Stochastic Propagation of Fatigue Cracks in Welded Joints of Steel Bridge Decks under Simulated Traffic Loading

• Published in: Sensors (Basel, Switzerland) Vol. 23; no. 11; p. 5067
• Main Authors: Lu, Naiwei, Liu, Jing, Wang, Honghao, Yuan, Heping, Luo, Yuan
• Format: Journal Article
• Language: English
• Published: Switzerland MDPI AG 25.05.2023; MDPI
• Subjects: Bridges; Crack propagation; Engineering; Fatigue; fatigue crack; Fatigue testing machines; Fracture mechanics; Investigations; linear elastic fracture mechanics; Load; Materials; Metal fatigue; Methods; orthotropic steel decks; Propagation; Simulation; Software; stochastic propagation; stochastic traffic flow; Stress analysis; Stress concentration; China; stochastic propagation; stochastic traffic flow; linear elastic fracture mechanics; fatigue crack; orthotropic steel decks
• ISSN: 1424-8220; 1424-8220
• DOI: 10.3390/s23115067

The fatigue cracking of orthotropic steel bridge decks (OSDs) is a difficult problem that hinders the development of steel structures. The most important reasons for the occurrence of fatigue cracking are steadily growing traffic loads and unavoidable truck overloading. Stochastic traffic loading leads to the random propagation behavior of fatigue cracks, which increases the difficulty of the fatigue life evaluations of OSDs.
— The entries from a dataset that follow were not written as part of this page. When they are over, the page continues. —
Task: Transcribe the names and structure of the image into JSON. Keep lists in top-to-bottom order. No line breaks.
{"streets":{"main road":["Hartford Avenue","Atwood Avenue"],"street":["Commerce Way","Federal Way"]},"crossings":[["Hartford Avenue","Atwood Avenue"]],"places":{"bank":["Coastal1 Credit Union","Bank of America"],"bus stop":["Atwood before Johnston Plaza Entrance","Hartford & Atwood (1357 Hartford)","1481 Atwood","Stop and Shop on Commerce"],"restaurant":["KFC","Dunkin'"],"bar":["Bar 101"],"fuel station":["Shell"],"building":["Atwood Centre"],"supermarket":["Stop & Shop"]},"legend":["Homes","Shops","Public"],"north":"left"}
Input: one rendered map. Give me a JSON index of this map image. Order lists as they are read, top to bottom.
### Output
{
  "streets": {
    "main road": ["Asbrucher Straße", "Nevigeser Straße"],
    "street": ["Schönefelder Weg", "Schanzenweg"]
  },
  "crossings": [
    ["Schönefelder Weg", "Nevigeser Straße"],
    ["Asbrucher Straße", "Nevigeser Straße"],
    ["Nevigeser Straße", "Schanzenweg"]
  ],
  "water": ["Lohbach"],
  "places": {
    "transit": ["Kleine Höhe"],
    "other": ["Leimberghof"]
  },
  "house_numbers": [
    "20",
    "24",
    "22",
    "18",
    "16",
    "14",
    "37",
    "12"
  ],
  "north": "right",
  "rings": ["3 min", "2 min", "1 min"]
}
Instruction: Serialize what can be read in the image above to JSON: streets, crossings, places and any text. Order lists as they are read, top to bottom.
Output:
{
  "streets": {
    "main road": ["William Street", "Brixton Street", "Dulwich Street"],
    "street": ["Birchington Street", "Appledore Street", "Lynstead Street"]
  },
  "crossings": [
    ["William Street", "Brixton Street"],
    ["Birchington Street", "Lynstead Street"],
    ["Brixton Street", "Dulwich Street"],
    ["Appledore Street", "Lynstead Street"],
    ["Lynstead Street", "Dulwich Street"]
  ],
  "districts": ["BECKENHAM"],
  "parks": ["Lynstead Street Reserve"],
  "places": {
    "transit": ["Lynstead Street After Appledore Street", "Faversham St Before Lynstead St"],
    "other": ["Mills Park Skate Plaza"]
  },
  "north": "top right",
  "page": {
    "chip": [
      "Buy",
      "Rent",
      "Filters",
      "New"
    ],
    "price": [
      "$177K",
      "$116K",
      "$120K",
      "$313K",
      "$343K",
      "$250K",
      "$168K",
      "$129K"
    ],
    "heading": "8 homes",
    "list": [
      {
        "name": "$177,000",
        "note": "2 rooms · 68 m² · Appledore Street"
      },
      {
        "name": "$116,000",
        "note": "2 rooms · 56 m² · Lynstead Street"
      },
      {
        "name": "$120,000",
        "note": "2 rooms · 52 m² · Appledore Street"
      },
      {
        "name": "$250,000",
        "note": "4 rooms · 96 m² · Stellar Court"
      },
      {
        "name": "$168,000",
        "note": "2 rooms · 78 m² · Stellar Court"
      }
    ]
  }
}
This study developed a computational framework for the fatigue crack propagation of OSDs under stochastic traffic loads based on traffic data and finite element methods. Stochastic traffic load models were established based on site-specific, weigh-in-motion measurements to simulate fatigue stress spectra of welded joints. The influence of the transverse loading positions of the wheel tracks on the stress intensity factor of the crack tip was investigated. The random propagation paths of the crack under stochastic traffic loads were evaluated. Both ascending and descending load spectra were considered in the traffic loading pattern. The numerical results indicated that the maximum value of KI was 568.18 (MPa·mm1/2) under the most critical transversal condition of the wheel load. However, the maximum value decreased by 66.4% under the condition of transversal moving by 450 mm. In addition, the propagation angle of the crack tip increased from 0.24° to 0.34°—an increase ratio of 42%. Under the three stochastic load spectra and the simulated wheel loading distributions, the crack propagation range was almost limited to within 10 mm. The migration effect was the most obvious under the descending load spectrum. The research results of this study can provide theoretical and technical support for the fatigue and fatigue reliability evaluation of existing steel bridge decks.